This article about peer-to-peer file-sharing networks shutting down in the wake of last year’s Supreme Court decision holding companies liable for copyright infringement on their networks is interesting. Specifically, this quote:
Mitch Bainwol, head of the music industry trade group Recording Industry Association of America, concedes some file-sharers will find other means of obtaining pirated music online.
“There will always be new technological challenges,” Bainwol said.
I’m surprised that the RIAA seems to concede what was apparent to everyone else almost from the moment Napster showed up. Technology changes the way people live and consume culture. Change is inevitable. It’s one of the most tedious (and useful!) features of capitalism. Those who anticipate, or even play catch-up on the back side of a change, will succeed. When customers start using a product in a way unexpected and/or unintended by a business, understanding and adapting are the most effective responses.

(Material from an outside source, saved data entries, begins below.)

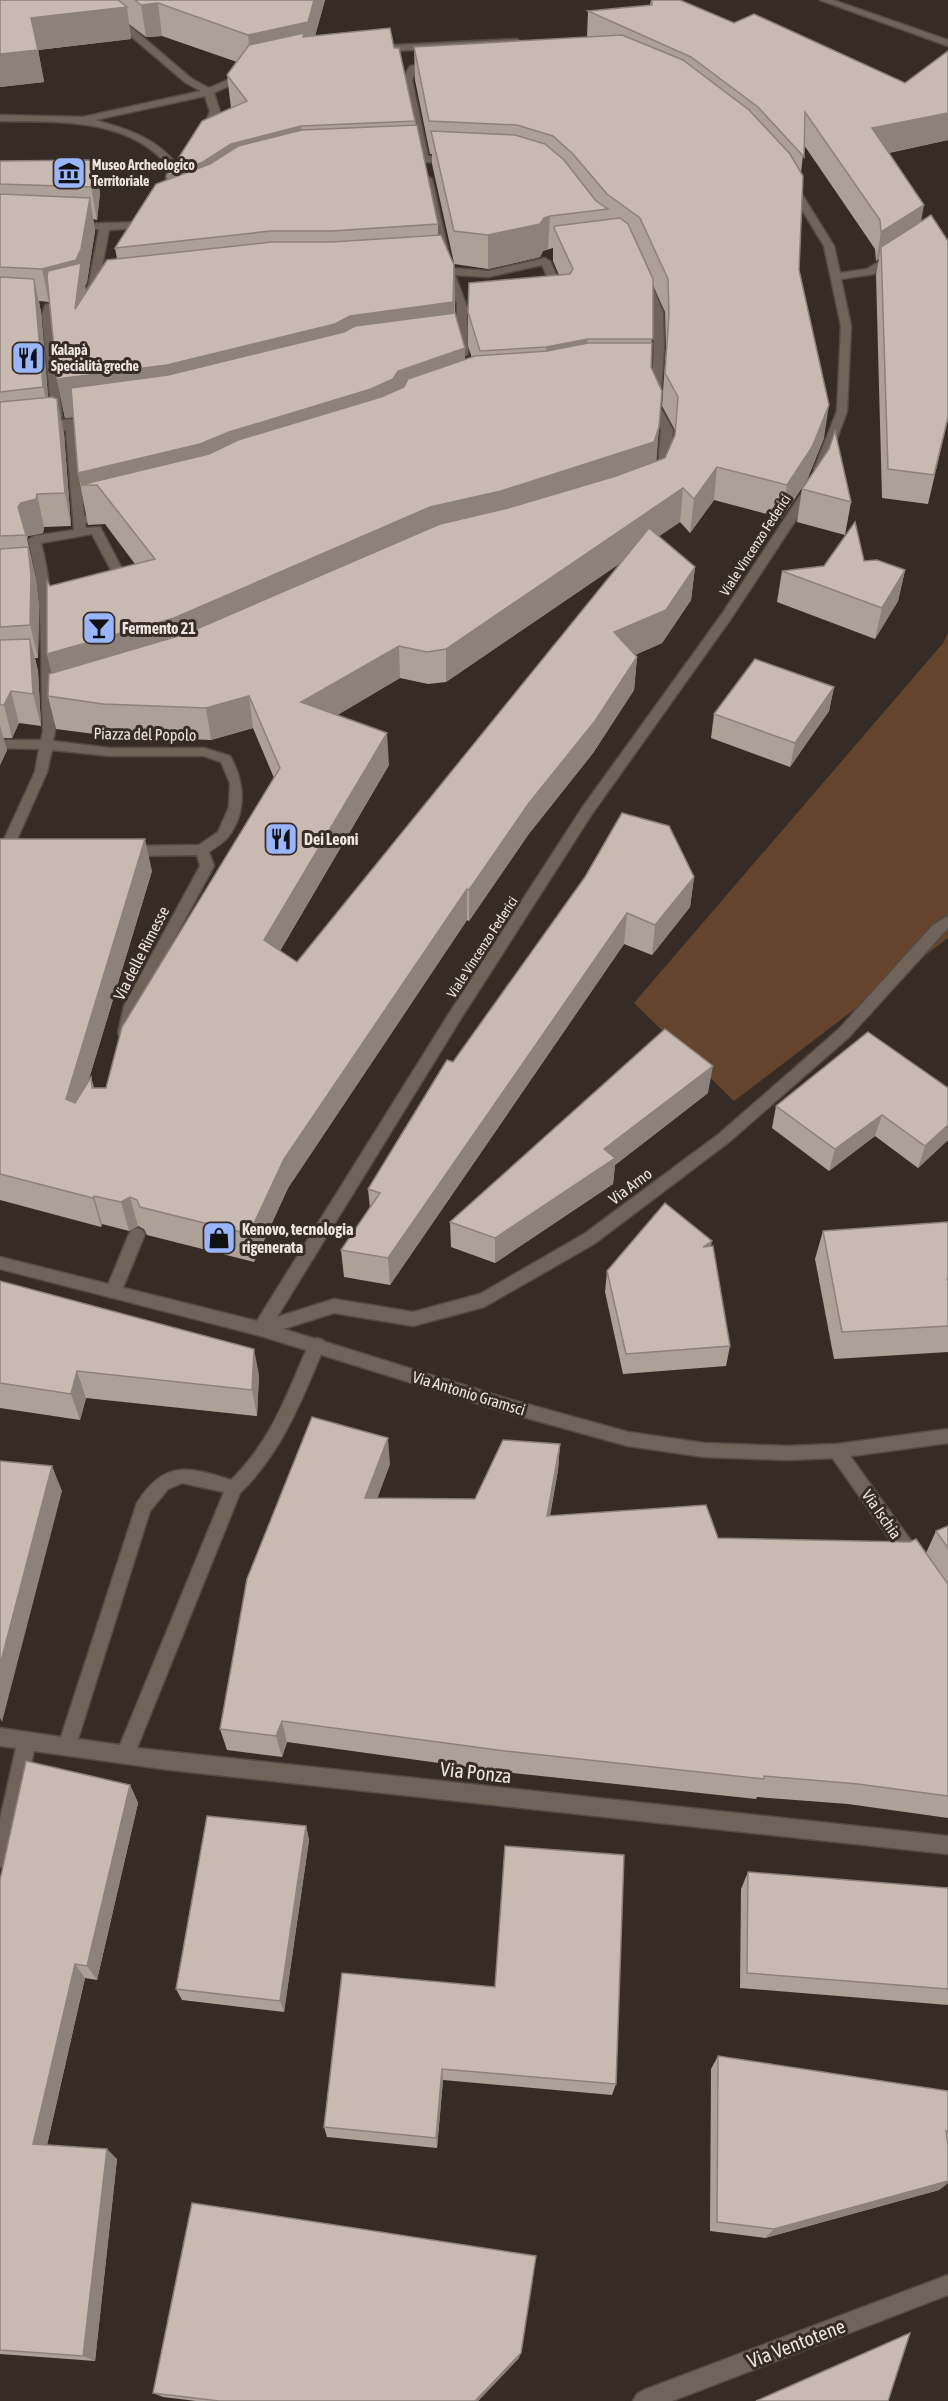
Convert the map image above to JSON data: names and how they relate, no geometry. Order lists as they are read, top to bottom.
{
  "streets": {
    "street": [
      "Viale Vincenzo Federici",
      "Piazza del Popolo",
      "Via delle Rimesse",
      "Via Arno",
      "Via Antonio Gramsci",
      "Via Ischia",
      "Via Ponza",
      "Via Ventotene"
    ]
  },
  "crossings": [
    ["Viale Vincenzo Federici", "Via Arno"],
    ["Viale Vincenzo Federici", "Via Antonio Gramsci"],
    ["Piazza del Popolo", "Via delle Rimesse"],
    ["Via Arno", "Via Antonio Gramsci"],
    ["Via Antonio Gramsci", "Via Ischia"]
  ],
  "places": {
    "museum": ["Museo Archeologico Territoriale"],
    "restaurant": ["Kalapà Specialità greche", "Dei Leoni"],
    "bar": ["Fermento 21"],
    "shop": ["Kenovo, tecnologia rigenerata"]
  }
}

In the case of downloading music and the RIAA, it’s okay to be surprised at the rise of the mp3 player. It’s not okay to exclusively treat customers as criminals (even when they are acting as such) because the new technology won’t go away. Figure out a way to give them what they want, and do it fast. The legal profitable behavior has a better chance of supplanting the illegal unprofitable behavior. A shorter way of saying that goes something like this:
“The company or companies that find the most effective method for transforming downloaders into consumers will be the biggest winners in 2006.” [- Morpheus founder Michael Weiss]
Replace 2006 with 2000 and that’s what smart people were saying when this nonsense started. Only fearful economic dinosaurs don’t know that.
For further thoughts, see this entry at Catallarchy. The premise of the argument and its eventual conclusion are preposterous, but it’s worth noting that someone entertains such a position.
OMG .. we were saying this the minute the internets started gaining momentum/popularity back in the early 90s – everything has changed – and the entertainment industry is going to have to find a way to change with it.
Oh and Congrats on the victory Monday! It was a great game!